Finding the Green Bank, Ross said was “like winning Megabucks.”

A Wider Success Story

Property assessed clean energy (PACE) programs provide loans for clean energy and efficiency upgrades that can be paid back through assessments on property tax bills. Connecticut’s C-PACE isn’t the first of these; 25 states already had something similar, but the Green Bank perfected it for commercial properties.

It’s designed so the energy savings more than cover the loan—which can be for 100 percent of the cost with payback over up to 20 years. If the property is sold, the remaining loan goes with it. The bank partnered with the clean energy financing group Hannon Armstrong to provide $100 million for the program.

But what the bank did more than anything was work out a compromise over who would get paid back first if the property owner defaulted on the loan, a problem for many PACE programs. So far, the bank has been successful in getting 124 of the Connecticut’s 169 municipalities, accounting for 95 percent of the state’s commercial and industrial space, to agree to use C-PACE.

More than 150 projects worth about $95 million have been financed through C-PACE.

“C-PACE really made us able to tackle big energy savings projects that would have been far outside our ability,” said Brett Wilderman of Forstone Capital, who said the savings are even higher than anticipated on the two projects his firm launched.

Providing a Model

The bank also finally found success in the hard-to-crack low-income market by partnering with PosiGen, a solar company created in Louisiana after Hurricane Katrina. In less than two years, it has installed more than 500 systems in Connecticut, impressing chief executive Tom Neyhart so much, he’s moved his northeast base to the state.

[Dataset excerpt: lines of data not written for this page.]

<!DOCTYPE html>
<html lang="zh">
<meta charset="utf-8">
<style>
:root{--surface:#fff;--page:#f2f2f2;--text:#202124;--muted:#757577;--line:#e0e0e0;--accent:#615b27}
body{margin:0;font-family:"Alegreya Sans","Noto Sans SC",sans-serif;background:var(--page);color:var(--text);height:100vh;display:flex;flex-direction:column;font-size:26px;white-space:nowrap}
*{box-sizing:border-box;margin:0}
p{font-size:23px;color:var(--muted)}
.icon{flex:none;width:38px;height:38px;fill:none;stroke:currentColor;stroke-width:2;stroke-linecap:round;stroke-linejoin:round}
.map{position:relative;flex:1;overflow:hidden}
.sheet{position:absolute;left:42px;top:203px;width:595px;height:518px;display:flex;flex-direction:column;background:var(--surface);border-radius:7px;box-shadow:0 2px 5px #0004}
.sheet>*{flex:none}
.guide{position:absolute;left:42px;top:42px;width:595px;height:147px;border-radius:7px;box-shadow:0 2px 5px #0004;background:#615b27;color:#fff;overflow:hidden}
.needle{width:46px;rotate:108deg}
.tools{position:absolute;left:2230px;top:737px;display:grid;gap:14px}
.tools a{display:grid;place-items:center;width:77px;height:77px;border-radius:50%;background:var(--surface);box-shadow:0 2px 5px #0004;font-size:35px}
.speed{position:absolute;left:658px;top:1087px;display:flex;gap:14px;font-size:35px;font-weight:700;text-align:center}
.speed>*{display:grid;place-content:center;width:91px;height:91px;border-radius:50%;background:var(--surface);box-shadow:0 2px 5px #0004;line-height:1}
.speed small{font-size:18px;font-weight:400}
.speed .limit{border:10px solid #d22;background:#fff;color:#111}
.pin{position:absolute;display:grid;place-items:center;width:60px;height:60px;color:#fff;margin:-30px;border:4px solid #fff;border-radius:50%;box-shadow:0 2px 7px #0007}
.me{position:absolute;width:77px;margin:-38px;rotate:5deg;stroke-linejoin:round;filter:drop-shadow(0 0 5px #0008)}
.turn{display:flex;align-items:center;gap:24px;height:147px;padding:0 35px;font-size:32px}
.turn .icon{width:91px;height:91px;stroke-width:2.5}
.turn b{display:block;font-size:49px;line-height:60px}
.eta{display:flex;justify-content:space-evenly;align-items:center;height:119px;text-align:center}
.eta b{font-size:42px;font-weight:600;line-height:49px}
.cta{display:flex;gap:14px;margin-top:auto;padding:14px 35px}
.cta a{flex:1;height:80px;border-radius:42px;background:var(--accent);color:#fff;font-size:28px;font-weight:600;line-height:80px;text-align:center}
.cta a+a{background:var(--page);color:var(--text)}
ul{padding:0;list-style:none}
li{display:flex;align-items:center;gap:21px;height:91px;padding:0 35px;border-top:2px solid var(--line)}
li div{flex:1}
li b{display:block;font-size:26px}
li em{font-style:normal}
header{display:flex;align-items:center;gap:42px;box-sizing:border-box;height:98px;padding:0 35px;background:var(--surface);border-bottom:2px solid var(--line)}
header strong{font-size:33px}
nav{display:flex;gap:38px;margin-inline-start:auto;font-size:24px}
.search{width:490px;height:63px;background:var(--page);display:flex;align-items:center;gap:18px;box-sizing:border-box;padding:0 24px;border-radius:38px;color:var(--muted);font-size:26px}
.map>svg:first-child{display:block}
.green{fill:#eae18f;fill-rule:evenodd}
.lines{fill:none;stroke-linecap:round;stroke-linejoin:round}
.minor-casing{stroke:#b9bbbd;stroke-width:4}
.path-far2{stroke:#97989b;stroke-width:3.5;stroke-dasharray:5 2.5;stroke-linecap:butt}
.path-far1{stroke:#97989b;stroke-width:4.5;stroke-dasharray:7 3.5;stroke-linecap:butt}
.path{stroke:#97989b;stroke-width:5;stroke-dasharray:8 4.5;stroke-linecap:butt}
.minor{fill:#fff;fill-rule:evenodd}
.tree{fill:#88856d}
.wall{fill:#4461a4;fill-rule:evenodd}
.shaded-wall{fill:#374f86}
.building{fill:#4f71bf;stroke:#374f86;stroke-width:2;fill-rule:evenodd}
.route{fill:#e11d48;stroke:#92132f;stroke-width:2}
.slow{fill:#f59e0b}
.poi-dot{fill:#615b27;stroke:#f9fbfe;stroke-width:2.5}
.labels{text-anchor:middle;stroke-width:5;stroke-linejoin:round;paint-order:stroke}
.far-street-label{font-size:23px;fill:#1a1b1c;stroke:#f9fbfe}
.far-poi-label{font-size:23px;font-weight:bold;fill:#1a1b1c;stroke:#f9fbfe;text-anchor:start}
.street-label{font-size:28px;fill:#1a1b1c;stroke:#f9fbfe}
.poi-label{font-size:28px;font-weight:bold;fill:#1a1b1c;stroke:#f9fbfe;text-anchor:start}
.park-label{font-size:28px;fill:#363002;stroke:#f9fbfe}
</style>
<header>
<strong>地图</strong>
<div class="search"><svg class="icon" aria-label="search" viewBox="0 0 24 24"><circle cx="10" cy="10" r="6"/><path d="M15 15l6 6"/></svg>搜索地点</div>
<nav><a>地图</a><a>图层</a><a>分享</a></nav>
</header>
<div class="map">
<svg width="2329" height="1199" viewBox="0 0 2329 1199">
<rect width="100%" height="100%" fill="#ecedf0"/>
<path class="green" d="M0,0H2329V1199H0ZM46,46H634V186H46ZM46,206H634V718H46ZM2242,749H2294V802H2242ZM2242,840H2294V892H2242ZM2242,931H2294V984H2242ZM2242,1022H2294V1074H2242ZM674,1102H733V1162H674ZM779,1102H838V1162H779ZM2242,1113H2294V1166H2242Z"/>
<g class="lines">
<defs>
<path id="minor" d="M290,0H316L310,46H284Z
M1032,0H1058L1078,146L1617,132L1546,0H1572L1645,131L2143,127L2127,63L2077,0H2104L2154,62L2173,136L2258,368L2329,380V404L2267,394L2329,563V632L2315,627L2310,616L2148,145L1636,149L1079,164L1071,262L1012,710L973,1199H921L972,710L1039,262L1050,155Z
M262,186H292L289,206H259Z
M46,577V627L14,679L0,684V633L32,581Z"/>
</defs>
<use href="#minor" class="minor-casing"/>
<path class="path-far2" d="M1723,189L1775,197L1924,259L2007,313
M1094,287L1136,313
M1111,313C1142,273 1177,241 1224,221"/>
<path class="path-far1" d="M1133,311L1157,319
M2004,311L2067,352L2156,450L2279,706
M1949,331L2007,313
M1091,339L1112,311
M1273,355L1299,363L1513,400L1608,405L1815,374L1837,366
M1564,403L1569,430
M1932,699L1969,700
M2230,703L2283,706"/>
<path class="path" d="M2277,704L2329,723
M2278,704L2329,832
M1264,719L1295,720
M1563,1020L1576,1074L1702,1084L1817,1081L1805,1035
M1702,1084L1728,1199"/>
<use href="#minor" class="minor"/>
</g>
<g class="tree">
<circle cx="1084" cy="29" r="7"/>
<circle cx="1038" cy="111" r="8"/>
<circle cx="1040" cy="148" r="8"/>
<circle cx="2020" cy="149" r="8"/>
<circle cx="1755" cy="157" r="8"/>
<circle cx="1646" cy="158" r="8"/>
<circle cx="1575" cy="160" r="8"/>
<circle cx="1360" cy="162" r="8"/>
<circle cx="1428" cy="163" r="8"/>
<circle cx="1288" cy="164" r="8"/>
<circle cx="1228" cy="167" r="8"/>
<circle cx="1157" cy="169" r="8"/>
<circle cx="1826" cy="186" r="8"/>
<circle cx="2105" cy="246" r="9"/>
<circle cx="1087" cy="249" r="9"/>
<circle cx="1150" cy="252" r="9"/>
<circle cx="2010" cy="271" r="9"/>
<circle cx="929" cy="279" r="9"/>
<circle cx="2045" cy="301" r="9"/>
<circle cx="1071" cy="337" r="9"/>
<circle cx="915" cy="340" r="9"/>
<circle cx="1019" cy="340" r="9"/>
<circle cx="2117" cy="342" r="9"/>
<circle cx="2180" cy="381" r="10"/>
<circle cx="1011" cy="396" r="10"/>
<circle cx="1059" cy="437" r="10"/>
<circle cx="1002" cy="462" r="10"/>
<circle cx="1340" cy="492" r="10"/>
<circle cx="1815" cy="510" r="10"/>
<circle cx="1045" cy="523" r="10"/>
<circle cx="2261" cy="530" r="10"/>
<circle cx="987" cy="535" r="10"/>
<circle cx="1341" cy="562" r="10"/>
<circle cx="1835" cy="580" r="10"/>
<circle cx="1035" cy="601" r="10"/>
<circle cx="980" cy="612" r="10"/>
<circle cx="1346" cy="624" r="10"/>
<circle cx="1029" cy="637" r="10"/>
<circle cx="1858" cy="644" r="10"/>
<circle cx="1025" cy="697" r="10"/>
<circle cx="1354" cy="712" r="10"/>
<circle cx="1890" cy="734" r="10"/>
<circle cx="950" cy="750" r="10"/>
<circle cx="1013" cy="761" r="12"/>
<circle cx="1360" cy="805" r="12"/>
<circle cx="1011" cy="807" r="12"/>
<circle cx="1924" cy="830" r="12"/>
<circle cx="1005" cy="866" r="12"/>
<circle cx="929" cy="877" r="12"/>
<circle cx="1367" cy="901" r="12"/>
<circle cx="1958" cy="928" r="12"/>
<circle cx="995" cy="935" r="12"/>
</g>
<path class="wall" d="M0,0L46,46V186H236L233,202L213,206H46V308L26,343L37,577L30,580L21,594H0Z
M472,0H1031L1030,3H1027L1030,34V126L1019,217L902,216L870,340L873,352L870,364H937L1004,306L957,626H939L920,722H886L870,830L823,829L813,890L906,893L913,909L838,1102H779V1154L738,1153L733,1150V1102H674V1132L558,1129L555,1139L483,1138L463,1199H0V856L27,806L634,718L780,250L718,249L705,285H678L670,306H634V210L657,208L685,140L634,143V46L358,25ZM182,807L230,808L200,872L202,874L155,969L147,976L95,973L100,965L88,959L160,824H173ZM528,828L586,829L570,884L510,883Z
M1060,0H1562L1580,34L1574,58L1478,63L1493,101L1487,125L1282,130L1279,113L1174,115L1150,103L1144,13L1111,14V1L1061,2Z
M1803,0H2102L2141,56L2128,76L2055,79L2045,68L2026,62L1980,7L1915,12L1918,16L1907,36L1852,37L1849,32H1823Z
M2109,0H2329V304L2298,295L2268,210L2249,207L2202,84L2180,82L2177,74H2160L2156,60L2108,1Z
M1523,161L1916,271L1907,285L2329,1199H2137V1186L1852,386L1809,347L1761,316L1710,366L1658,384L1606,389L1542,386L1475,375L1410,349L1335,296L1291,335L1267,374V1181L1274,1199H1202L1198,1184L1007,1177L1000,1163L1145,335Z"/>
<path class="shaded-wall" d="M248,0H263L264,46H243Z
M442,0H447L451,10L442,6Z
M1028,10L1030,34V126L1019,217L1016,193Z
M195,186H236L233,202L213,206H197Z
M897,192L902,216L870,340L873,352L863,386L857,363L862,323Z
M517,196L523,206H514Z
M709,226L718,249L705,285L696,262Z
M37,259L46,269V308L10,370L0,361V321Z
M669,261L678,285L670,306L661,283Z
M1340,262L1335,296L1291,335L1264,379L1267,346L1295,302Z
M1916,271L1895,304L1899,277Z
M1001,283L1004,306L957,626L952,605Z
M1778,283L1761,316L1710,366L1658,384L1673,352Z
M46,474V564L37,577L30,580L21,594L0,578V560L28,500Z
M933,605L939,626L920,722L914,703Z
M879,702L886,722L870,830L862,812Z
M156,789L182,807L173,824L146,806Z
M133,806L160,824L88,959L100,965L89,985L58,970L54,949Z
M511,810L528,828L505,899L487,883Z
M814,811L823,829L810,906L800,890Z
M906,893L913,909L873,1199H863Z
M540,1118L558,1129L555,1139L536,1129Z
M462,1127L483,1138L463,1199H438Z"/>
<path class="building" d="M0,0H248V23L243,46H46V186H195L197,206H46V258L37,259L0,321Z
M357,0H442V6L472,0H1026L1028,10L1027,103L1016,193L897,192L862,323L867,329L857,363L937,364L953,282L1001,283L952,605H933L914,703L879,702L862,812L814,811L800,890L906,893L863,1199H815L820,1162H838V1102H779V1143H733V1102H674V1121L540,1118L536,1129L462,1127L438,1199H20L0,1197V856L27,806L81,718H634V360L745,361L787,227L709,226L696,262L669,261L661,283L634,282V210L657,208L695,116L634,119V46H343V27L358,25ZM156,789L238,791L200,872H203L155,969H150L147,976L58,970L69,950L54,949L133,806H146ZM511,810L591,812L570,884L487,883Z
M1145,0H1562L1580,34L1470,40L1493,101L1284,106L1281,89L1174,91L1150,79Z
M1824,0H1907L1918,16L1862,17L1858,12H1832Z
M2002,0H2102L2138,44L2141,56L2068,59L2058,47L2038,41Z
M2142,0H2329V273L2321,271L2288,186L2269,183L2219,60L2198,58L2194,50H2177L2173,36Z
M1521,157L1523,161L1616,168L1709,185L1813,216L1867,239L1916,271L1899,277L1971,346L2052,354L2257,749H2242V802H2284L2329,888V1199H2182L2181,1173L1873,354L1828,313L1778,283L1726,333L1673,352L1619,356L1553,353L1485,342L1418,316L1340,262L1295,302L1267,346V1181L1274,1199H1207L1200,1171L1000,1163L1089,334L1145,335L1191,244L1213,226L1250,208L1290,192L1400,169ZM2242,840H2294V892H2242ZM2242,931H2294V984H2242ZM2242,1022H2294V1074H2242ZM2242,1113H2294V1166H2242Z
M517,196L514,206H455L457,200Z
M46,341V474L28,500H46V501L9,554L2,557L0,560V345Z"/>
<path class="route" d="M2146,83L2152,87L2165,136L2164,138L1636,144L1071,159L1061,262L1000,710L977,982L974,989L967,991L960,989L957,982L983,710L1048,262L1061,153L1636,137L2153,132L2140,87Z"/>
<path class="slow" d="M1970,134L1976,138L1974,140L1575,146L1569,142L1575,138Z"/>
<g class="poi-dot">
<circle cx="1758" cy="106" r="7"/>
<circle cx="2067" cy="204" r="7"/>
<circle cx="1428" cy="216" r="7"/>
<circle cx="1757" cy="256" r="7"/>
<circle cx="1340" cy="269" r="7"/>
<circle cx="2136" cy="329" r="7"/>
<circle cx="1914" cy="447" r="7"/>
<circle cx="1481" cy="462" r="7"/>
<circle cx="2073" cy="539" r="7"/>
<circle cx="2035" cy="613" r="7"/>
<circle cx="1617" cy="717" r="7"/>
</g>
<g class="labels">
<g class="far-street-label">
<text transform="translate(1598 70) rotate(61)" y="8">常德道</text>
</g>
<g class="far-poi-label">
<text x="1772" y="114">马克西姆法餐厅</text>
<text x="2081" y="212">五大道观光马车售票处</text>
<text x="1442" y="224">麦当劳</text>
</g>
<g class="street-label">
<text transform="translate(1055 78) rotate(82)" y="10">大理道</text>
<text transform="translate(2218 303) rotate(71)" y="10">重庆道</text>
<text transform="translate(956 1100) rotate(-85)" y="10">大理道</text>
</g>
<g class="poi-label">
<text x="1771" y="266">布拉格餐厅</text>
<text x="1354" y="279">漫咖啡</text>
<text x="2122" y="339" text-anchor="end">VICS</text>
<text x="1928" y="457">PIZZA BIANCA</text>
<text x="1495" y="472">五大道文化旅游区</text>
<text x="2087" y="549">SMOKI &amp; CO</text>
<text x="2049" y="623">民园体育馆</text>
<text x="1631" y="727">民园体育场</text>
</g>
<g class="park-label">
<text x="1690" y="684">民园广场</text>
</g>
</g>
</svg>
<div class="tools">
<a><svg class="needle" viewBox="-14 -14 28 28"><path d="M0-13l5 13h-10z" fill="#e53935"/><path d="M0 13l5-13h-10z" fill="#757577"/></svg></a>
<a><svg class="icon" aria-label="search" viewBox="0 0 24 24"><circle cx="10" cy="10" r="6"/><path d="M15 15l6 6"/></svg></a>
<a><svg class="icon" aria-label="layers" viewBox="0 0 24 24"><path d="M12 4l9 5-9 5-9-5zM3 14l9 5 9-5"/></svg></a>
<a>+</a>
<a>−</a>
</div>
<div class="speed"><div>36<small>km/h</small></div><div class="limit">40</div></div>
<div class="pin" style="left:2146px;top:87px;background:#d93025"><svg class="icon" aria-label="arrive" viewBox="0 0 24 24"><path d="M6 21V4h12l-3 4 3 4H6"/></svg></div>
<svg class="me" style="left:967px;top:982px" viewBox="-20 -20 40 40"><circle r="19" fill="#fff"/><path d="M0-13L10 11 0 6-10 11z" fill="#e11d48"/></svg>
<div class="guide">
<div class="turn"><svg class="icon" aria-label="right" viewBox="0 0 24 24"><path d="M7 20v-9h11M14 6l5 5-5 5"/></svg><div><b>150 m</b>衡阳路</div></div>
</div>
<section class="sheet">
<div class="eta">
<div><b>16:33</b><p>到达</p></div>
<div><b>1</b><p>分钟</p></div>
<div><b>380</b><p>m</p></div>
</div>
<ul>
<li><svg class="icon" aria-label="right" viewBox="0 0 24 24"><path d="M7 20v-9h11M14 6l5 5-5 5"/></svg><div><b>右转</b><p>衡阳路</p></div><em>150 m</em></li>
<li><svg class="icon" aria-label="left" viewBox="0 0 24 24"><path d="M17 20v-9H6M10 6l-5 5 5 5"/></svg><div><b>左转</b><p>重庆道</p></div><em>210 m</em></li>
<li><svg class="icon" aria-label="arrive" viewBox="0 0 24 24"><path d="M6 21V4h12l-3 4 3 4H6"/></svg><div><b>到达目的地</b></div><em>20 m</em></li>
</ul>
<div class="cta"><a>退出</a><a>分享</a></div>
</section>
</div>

Many like Neyhart see the bank as a model for other states, only a few of which have any form of green bank, and as the backbone for a national green or infrastructure bank.

“The circumstances in each state will be different,” said Dan Reicher, the executive director of the Steyer-Taylor Center for Energy Policy and Finance at Stanford University. He considers Connecticut C-PACE among the top clean energy finance models, but while he called green banks a good model, he noted that needs, political leadership and utility regulations can differ radically from state to state.

But there are lessons for other states from Connecticut, Esty said. Those include a solid legal framework, a bipartisan policy backbone from government that doesn’t dictate all the specifics, attention for the concerns of all participants. But lesson number one, he said is, “Change is really hard to deliver even when the status quo plainly is not working. There will be opposition.”